Friday, January 4, 2013

For all those moms battling coughs, fevers and snot...

Came across this post from my old blog and thought it would be encouraging to share since so many families have been sick over the holidays, ours included.  I wrote this back in Feb. '09 when we were hit with a tidal wave of illness.  It's easy to laugh about now, but not so much back then!  


You Name It. That's what the past 2 weeks have brought us!
When I left for my grandfather's funeral, we were wrapping up 1 ear infection...no big deal. Since then, we've had 2 more infections, 2 bouts of pink eye, 1 case of pneumonia and a massive outbreak of hives (a reaction likely to the antibiotic prescribed for the ear infection.) And that's doesn't take into account Grandma's pneumonia and Mommy and Daddy's turn with the head/chest cold!

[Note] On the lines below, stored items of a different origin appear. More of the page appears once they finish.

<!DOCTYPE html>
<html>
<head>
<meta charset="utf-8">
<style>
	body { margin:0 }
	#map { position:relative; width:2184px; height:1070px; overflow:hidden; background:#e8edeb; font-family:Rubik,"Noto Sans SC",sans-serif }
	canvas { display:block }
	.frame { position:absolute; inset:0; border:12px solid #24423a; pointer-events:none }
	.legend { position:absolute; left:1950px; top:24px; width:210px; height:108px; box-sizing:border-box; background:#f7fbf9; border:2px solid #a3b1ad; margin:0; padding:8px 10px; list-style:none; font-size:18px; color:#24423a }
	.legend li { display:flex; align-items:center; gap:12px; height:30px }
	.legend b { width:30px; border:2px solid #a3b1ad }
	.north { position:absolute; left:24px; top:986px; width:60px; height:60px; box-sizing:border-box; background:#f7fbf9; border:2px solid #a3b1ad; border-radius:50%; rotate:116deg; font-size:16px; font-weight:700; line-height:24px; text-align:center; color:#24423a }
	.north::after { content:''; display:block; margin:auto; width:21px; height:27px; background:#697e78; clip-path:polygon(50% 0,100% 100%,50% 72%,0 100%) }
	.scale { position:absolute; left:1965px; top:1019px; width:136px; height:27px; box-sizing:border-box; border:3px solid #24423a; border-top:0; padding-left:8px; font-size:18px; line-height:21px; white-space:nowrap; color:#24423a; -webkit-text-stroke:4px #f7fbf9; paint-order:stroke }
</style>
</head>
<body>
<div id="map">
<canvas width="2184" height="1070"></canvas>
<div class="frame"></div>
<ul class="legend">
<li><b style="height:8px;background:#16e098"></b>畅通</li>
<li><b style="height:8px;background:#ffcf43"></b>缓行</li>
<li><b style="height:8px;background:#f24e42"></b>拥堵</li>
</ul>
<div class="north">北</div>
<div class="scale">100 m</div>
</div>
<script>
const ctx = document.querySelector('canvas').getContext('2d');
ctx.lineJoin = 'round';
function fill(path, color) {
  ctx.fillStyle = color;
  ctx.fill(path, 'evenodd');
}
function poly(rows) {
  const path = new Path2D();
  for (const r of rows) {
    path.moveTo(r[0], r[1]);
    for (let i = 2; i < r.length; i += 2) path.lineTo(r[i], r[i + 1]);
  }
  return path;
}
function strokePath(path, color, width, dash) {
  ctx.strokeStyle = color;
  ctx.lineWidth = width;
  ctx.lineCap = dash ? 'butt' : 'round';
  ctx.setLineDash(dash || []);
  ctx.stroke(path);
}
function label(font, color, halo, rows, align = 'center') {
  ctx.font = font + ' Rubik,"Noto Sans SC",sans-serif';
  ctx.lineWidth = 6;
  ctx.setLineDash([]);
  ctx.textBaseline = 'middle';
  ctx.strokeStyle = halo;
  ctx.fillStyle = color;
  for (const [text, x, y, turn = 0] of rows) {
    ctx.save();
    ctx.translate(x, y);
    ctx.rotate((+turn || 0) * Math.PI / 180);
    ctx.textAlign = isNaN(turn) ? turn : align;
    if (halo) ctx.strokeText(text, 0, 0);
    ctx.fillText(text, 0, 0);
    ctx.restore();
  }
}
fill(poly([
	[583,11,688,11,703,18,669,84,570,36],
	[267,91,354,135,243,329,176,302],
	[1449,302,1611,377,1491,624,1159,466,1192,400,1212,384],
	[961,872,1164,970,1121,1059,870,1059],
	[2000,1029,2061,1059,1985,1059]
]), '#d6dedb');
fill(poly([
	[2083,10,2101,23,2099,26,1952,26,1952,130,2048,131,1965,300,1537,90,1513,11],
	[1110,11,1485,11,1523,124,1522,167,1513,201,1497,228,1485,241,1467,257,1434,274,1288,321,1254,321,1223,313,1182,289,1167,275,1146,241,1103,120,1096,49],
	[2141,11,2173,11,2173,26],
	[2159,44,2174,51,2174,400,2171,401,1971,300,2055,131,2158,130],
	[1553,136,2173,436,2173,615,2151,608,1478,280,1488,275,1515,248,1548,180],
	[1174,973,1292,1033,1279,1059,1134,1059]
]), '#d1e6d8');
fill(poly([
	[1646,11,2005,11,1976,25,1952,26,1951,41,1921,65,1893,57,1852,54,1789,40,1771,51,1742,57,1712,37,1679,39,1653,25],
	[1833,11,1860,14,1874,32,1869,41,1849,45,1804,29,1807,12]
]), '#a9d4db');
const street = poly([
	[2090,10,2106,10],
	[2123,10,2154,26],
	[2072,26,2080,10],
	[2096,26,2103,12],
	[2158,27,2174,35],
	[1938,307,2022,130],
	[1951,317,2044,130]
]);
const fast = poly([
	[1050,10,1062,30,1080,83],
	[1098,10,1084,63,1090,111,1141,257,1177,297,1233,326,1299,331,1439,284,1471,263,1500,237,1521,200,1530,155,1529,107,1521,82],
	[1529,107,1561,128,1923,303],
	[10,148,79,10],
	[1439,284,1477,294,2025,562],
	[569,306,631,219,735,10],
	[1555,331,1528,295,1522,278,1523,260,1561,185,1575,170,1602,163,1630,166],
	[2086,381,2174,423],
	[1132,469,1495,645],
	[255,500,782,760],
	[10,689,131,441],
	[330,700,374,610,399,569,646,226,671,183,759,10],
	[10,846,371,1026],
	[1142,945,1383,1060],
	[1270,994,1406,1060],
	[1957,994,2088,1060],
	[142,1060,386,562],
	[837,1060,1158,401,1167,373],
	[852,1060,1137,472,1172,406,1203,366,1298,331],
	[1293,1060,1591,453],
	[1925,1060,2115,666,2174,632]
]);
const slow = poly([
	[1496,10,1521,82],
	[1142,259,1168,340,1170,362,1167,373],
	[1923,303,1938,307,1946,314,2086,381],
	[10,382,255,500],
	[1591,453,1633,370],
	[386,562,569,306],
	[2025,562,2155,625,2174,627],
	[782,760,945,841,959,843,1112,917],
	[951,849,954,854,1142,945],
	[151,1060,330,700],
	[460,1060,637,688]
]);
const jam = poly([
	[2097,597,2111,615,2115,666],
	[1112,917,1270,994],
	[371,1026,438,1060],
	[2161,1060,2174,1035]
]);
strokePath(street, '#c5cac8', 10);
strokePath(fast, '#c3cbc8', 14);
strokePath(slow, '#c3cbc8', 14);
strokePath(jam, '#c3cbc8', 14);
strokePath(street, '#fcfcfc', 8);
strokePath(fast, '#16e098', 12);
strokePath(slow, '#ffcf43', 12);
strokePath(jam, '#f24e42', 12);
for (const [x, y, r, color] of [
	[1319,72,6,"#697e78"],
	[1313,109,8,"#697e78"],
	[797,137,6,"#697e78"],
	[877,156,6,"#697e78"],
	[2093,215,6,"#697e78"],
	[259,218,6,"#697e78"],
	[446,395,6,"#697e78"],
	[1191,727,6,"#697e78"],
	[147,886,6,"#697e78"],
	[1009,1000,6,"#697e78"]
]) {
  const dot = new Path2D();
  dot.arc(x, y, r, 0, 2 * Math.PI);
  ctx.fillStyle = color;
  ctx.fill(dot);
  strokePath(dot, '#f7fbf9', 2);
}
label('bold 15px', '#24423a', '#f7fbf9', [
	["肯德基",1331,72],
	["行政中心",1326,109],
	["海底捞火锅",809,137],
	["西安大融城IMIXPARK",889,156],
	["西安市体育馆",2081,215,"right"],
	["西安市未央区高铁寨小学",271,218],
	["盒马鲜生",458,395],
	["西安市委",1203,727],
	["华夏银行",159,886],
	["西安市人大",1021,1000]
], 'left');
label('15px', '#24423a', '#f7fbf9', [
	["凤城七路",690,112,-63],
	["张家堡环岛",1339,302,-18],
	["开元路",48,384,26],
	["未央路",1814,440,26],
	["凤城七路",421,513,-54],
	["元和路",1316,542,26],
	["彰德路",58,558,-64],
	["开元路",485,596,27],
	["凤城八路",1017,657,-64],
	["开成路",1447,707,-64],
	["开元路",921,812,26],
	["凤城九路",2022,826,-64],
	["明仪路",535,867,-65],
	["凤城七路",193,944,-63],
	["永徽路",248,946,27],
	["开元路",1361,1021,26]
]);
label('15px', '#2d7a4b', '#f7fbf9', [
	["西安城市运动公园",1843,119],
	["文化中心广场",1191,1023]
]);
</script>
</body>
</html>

So how do we manage it? We laugh when possible (which usually puts us into a coughing fit), escape to the basement or garage and let the other parent deal with the chaos for awhile, ingest lots of tea and Airborne tablets and end the day with thanks and prayers. There are too many reasons to be joyful in the midst of these difficulties and remembering that keeps us sane.

Earaches at 2 AM? What a blessing to know I can get to the doctor first thing in the morning and have medicine at work by noon. Not possible for many other mothers around the world.

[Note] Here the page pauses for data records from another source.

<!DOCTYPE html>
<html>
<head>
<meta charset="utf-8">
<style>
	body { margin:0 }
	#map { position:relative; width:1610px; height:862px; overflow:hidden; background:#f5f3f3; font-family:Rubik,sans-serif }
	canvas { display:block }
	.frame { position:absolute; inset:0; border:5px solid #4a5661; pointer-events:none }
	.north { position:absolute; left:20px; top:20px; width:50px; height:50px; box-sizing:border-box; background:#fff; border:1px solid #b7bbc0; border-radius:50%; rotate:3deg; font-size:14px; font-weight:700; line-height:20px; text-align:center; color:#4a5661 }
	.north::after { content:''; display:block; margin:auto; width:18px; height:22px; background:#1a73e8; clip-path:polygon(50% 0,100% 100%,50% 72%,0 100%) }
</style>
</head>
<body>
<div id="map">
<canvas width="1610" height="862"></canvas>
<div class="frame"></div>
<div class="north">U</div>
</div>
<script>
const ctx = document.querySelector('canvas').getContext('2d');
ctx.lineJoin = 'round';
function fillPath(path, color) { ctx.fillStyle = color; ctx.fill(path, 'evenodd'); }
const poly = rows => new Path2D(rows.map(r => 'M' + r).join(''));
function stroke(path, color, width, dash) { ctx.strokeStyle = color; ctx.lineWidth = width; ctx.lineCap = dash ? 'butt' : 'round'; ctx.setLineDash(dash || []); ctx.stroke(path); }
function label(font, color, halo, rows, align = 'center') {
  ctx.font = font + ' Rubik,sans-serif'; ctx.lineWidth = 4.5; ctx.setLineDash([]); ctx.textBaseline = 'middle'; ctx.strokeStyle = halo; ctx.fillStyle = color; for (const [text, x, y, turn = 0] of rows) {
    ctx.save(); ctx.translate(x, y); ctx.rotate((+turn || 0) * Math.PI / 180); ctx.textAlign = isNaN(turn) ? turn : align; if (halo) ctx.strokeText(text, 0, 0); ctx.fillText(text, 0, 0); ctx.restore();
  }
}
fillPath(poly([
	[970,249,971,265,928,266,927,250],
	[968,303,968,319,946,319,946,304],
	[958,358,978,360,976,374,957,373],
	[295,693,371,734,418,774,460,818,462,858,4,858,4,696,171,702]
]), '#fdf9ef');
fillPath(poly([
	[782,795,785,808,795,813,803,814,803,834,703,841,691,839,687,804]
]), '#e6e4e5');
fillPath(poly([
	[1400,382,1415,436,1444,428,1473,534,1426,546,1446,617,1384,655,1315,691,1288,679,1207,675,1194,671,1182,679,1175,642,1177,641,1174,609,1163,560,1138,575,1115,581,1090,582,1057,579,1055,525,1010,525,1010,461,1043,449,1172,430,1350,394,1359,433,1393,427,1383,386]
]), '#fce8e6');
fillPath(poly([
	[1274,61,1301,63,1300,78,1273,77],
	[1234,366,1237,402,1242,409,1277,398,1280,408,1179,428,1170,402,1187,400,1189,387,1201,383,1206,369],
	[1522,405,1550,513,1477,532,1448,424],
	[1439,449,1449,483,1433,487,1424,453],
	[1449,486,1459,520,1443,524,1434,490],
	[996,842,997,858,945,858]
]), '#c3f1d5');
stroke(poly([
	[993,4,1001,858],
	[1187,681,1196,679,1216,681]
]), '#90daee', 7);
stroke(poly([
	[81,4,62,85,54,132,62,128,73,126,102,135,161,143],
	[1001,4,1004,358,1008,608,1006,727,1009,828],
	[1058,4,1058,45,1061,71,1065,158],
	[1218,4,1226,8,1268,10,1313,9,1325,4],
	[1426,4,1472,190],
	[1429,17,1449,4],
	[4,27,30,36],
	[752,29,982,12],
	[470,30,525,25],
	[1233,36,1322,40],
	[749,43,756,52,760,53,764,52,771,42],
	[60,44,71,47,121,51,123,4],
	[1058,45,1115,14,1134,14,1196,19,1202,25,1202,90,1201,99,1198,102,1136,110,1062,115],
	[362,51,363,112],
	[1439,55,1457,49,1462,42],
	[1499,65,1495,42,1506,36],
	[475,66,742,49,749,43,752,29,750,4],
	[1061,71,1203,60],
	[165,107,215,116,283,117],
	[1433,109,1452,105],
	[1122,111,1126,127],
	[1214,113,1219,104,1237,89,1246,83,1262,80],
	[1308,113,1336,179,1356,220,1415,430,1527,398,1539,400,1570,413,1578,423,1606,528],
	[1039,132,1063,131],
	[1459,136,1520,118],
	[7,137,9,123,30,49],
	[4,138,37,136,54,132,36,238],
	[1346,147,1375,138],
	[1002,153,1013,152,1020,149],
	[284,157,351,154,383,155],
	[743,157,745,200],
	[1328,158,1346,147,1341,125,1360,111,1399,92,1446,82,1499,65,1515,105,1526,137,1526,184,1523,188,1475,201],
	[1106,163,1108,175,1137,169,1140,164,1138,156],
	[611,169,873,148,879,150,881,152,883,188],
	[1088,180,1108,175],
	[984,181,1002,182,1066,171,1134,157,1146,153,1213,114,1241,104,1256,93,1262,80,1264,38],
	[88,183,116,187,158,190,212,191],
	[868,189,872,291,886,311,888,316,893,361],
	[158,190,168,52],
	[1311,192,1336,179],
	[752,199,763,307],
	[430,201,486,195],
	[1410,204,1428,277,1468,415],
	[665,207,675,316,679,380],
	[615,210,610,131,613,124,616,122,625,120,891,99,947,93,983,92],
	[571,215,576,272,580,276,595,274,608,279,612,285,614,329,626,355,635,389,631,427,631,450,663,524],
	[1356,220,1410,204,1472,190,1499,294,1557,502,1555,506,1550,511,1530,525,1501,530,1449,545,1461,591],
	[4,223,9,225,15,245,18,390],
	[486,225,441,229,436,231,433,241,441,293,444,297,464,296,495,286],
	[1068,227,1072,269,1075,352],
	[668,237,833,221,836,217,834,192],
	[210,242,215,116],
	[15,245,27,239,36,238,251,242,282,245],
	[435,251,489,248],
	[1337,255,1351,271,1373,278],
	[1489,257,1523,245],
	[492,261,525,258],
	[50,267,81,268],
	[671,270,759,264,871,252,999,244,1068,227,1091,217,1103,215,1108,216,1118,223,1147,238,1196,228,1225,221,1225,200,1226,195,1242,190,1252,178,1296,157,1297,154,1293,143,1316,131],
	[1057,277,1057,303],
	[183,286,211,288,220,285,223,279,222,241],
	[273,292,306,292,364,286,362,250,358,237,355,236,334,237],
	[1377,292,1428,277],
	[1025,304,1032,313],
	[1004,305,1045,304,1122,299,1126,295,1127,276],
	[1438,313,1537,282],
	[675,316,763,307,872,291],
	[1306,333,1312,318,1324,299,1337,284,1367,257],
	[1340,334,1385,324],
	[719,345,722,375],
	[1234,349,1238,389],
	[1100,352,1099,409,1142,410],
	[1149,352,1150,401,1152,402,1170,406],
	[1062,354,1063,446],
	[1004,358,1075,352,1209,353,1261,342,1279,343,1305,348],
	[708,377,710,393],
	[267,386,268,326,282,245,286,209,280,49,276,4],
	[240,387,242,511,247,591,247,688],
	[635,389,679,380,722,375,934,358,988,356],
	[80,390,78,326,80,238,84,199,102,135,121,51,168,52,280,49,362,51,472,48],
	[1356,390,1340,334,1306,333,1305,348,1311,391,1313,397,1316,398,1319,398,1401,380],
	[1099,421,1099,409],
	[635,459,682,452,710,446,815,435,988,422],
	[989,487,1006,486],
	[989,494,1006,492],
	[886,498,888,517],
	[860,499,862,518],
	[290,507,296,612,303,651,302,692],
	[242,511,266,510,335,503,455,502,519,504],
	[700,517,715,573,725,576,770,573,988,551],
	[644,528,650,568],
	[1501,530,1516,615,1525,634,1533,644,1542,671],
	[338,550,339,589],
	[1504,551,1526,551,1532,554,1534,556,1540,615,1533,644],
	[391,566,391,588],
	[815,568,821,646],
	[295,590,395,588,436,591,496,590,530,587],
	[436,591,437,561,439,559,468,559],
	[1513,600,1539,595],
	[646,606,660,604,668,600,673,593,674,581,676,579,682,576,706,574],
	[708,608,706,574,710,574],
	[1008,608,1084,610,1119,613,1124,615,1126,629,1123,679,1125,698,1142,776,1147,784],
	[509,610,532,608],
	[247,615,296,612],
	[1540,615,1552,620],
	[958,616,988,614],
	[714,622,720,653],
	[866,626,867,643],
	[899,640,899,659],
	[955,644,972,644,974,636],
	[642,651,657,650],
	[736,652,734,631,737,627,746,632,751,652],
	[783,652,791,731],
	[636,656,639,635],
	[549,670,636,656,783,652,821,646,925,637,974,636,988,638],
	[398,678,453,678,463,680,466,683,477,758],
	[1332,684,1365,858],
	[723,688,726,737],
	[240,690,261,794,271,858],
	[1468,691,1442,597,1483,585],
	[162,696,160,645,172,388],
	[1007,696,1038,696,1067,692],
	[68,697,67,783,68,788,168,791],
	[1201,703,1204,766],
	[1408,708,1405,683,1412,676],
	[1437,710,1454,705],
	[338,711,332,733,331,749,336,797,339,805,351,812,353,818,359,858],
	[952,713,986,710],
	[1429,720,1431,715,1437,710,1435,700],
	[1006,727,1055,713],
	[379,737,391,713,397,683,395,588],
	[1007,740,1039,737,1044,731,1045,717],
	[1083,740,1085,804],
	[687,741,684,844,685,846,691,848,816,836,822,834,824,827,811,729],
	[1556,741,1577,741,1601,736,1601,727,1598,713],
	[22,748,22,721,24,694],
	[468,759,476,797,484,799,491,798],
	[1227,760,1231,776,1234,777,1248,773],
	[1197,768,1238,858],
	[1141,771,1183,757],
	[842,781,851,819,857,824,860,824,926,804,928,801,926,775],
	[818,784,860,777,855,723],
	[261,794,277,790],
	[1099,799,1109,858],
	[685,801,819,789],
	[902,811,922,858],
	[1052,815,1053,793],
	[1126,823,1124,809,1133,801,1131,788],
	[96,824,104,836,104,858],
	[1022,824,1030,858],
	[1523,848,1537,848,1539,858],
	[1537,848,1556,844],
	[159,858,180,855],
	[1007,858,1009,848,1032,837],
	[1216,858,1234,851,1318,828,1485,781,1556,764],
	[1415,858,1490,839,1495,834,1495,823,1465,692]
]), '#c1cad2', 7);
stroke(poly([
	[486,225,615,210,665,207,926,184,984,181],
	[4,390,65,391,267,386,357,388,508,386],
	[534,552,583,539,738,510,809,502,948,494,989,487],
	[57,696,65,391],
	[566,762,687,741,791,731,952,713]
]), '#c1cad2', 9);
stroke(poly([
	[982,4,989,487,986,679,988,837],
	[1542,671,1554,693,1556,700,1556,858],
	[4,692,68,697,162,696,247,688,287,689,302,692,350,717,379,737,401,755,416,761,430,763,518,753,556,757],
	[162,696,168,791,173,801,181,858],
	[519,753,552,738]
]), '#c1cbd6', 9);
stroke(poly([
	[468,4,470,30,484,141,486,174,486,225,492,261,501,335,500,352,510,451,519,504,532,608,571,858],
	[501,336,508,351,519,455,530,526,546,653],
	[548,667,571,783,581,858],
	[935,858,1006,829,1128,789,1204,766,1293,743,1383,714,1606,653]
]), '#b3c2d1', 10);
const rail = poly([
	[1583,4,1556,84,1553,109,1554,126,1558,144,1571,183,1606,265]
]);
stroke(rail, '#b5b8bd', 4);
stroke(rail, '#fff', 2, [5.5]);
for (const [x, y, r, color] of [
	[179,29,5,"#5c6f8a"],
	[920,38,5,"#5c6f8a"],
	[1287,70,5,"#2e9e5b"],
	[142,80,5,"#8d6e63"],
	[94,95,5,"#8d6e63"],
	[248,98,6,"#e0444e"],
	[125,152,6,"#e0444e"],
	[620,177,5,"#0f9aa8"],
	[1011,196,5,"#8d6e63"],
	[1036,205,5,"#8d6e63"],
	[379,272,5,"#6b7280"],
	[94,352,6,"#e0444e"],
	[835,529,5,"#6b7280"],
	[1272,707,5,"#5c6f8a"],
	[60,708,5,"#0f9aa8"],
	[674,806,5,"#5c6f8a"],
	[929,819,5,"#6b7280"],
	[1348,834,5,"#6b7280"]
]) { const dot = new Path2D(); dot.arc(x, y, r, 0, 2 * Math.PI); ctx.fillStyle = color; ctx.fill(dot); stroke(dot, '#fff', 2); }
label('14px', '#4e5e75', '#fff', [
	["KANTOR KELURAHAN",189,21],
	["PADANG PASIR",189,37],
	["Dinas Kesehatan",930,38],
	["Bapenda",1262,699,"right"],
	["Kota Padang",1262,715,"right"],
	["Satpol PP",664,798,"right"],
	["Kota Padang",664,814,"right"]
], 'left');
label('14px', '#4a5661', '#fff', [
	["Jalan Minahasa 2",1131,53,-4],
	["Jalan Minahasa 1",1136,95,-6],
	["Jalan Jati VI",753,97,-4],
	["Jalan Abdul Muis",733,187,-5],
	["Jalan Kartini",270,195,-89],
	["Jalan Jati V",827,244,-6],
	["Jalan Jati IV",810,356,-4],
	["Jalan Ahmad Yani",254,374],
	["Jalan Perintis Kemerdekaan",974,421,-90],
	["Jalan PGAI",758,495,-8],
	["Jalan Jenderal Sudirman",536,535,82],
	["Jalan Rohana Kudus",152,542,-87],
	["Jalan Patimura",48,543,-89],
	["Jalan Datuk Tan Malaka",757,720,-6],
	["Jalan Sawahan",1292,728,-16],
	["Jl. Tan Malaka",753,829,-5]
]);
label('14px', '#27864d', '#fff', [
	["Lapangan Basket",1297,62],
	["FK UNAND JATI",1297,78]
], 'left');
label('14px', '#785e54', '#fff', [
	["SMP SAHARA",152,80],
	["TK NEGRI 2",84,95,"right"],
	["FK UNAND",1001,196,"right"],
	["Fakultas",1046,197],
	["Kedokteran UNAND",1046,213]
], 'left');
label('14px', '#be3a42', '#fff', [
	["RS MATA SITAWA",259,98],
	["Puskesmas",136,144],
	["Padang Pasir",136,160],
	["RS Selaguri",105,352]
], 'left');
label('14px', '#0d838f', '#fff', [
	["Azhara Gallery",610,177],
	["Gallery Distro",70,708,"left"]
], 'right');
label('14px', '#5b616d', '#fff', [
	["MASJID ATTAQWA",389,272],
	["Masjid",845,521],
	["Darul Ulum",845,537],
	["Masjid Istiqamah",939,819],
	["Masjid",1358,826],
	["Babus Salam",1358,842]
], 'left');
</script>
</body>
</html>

Goopy eyes that require stripping the linens daily? How thankful I am to have a washer and dryer right downstairs that I can run a hundred times this week, if needed.

Itchy skin and swollen joints? A few days of discomfort is manageable when I know my child isn't facing a lifetime of debilitating pain.

Lungs rattled with coughs and wheezes? I still recall the years when our house was empty of these noises and we were waiting and praying for the blessing of a child to care for.

If you try hard enough, you can find a way to turn any burden into a reason for thanksgiving.



Poor M....still managed a smile 
During one early morning visit to the kids' room for yet another dose of Tylenol, the 23rd Psalm ran through my head. "The Lord is my shepherd; I shall not want." And for a moment, I thought, but I do want! I just want us to have a full night's sleep! The next morning, I tweeked the words a bit and came up with this...

1 The LORD is our family's Great Physician. I shall not need for anything that He can't provide.
2 He makes me lie down in pools of slobber next to my fevered child; he leads me to the sink for drinks of cool water 20 times a night.
3 He restores my foggy mind in the morning with strong coffee. He guides me along the path to the doctor's office and pharmacy for the children's sake.
4 Even though I tiptoe through a dark room to help blow a stuffy nose, I will fear no snot, for you Lord are with me; the humidifier and Vicks Vapo Rub, they comfort me.
5 You prepare a table of applesauce, ginger ale and half-eaten jelly sandwiches before me in the presence of my picky sicklings. You anoint my head with hot water, if I'm not too tired to stand, in a late-night shower; my cup of sleepy-time tea overflows onto my lap as I nod off.
6 Surely good health and abundant energy will soon follow me in the days of my life ahead, and I will eventually dwell in the house of the LORD (which is germ-free) forever.  Amen.